The landslide inventory used in this work was extracted from two databases that were built based on information extracted from newspapers: (1) the DISASTER database that only considers events that caused any disturbance in people’s lives (Zêzere et al. 2014); (2) a second database of landslides that did not cause damage to humans (Vaz 2021). Both databases were merged into one to make the statistical analysis. The unified database includes different types of landslides and contains the information of the day and the coordinates of occurrence. The spatial accuracy of the landslide coordinates is classified in 5 classes (Zêzere et al. 2014): C1 (exact coordinates, scale 1:1000), C2 (based on local toponymy, scale 1:10,000), C3 (based on local geomorphology, scale 1:25,000), C4 (centroid of the parish), and C5 (centroid of the municipality). Only the first three classes were used in this work.

The final database was filtered to retain only the landslide events that occurred after the year of 1950, in order to agree with the temporal range of some of the other data sources used in this work. Any occurrence identified as non-slide type was eliminated. The landslides extracted from the database had to be further filtered into shallow landslides. For the identification of shallow landslides, we have automated in Python a methodology (Fig. 2) to extract and process the daily rainfall data from 1950 to 2022, downloaded from the Copernicus database with a resolution that ranges from 0.1° × 0.1° and 0.25° × 0.25°(Cornes et al. 2018).

Fig. 2
figure 2

Flowchart of the methodology to classify the landslides into categories of “most likely to be a shallow landslide” and “unlikely to be a shallow landslide” taking into account the rainfall prior to the event

Figure 2 shows the diagram of the method that consists in extracting the critical rainfall event duration and critical daily intensity that triggered the landslide events to classify them into categories of “most likely to be a shallow landslide” and “unlikely to be a shallow landslide”. The main idea of the method is that rainfall-triggered shallow landslides in Portugal have been normally triggered by precipitation lasting from 1 to 15 days (Zêzere et al. 2005). In order to extract the critical rainfall event duration that triggered the landslides, we used a similar method from Brunetti et al. (2010), which considered that the minimum dry interval that separates two rainfall events is 48 h for the dry seasons and 96 h for the wet seasons. The dry period in Portugal is between the months of May and September and the wet period between October and April (Vaz 2021). Similarly to Vaz (2021), a daily precipitation threshold of 1 mm was considered, below which the precipitation is classified as insignificant. Finally, to consider precipitation as the triggering factor of the landslides, it was necessary to detect precipitation higher than 20 mm in the 5 days prior to the slope instability event (Valenzuela 2017).

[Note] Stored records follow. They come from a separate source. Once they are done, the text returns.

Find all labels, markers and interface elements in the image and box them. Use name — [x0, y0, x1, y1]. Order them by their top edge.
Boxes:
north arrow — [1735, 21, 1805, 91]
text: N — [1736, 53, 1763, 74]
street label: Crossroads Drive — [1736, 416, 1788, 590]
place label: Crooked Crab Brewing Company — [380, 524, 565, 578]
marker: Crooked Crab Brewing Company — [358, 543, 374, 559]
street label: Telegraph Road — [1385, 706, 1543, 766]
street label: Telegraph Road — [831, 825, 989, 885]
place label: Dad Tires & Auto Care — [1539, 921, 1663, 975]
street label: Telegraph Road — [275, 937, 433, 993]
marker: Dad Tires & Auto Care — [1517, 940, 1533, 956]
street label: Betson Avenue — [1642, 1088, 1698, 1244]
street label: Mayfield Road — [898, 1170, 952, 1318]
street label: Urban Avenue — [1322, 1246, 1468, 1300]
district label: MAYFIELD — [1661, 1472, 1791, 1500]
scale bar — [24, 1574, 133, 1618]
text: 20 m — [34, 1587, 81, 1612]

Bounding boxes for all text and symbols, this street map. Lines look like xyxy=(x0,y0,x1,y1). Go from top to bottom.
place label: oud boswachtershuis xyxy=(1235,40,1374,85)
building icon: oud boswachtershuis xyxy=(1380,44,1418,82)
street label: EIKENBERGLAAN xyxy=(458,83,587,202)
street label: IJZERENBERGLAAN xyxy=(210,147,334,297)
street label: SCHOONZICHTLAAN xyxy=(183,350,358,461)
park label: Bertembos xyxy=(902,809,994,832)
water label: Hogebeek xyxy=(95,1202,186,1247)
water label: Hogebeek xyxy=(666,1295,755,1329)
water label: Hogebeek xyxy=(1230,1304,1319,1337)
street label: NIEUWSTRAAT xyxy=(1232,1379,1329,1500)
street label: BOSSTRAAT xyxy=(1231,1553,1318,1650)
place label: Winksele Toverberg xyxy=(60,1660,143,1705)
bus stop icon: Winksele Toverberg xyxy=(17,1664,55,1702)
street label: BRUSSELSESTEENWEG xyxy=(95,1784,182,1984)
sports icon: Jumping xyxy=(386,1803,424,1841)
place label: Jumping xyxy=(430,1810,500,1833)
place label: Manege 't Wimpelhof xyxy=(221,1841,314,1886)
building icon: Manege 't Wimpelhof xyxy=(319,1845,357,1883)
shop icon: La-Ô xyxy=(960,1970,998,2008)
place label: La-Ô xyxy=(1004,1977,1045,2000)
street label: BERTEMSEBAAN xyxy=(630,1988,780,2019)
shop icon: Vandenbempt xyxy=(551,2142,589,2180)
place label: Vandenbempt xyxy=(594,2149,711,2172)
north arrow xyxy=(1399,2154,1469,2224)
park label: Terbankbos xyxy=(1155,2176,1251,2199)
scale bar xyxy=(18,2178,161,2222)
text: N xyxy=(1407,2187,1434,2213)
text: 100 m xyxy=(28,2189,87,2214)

It was also calculated the critical cumulated rainfall divided by the critical rainfall duration preceding each of the shallow landslide events, resulting in the critical daily rainfall intensity. The critical daily rainfall intensity was used as the triggering factor (dependent variable) in our models. Figure 3 shows the histogram of the filtered shallow landslide events and their associated critical daily rainfall intensity, and Fig. 4 shows the cumulated rainfall for each critical rainfall duration. Due to the imbalance nature of the rainfall intensity dataset shown on the histogram (Fig. 3), where values between 10 and 20 mm/day concentrate most of the data, only the range with more samples of rainfall intensity was used as the dependent variable for all models to acquire better performance (see “Models”), resulting in a final dataset of 186 samples.

Fig. 3
figure 3

Histogram of the range of values of critical daily rainfall intensities of the shallow landslides (in red are the data used in the models)

Fig. 4
figure 4

Cumulated critical rainfall vs critical rainfall duration for each shallow landslide occurrence

The landslide predisposing factors considered in this study (Fig. 5) include elevation, slope angle, slope aspect, lithology, distance to rivers, distance to faults, and some soil properties (water content at field capacity, clay content, coarse sand, and coarse grains in the soil). Table 1 summarises the landslide predisposing factors and the respective range of values.

Fig. 5
figure 5

Map of the 10 landslide predisposing factors used in this work: a elevation; b slope aspect; c slope angle; d lithology; e distance to rivers; f distance to faults; g clay content, h coarse grains; i coarse sand; j field capacity

Table 1 Predisposing factors and respective range of values, source, and scale/resolution

Elevation can often define different climatic and vegetation zones, while slope angle directly controls the shear forces acting on hillslopes. The slope aspect can influence the amount and intensity of rainfall that affects the hillslope, as well as the amount and intensity of solar radiation. It was found that the slope aspect is an important predisposing factor when dealing with superficial landslides, namely in clayey soils (Capitani et al. 2013). Lithology represents the properties of bedrock and the soil properties influence cohesion, water infiltration, and percolation. Distance to rivers could indicate the proximity to groundwater and detect areas more prone to erosion (Gómez and Kavzoglu 2005).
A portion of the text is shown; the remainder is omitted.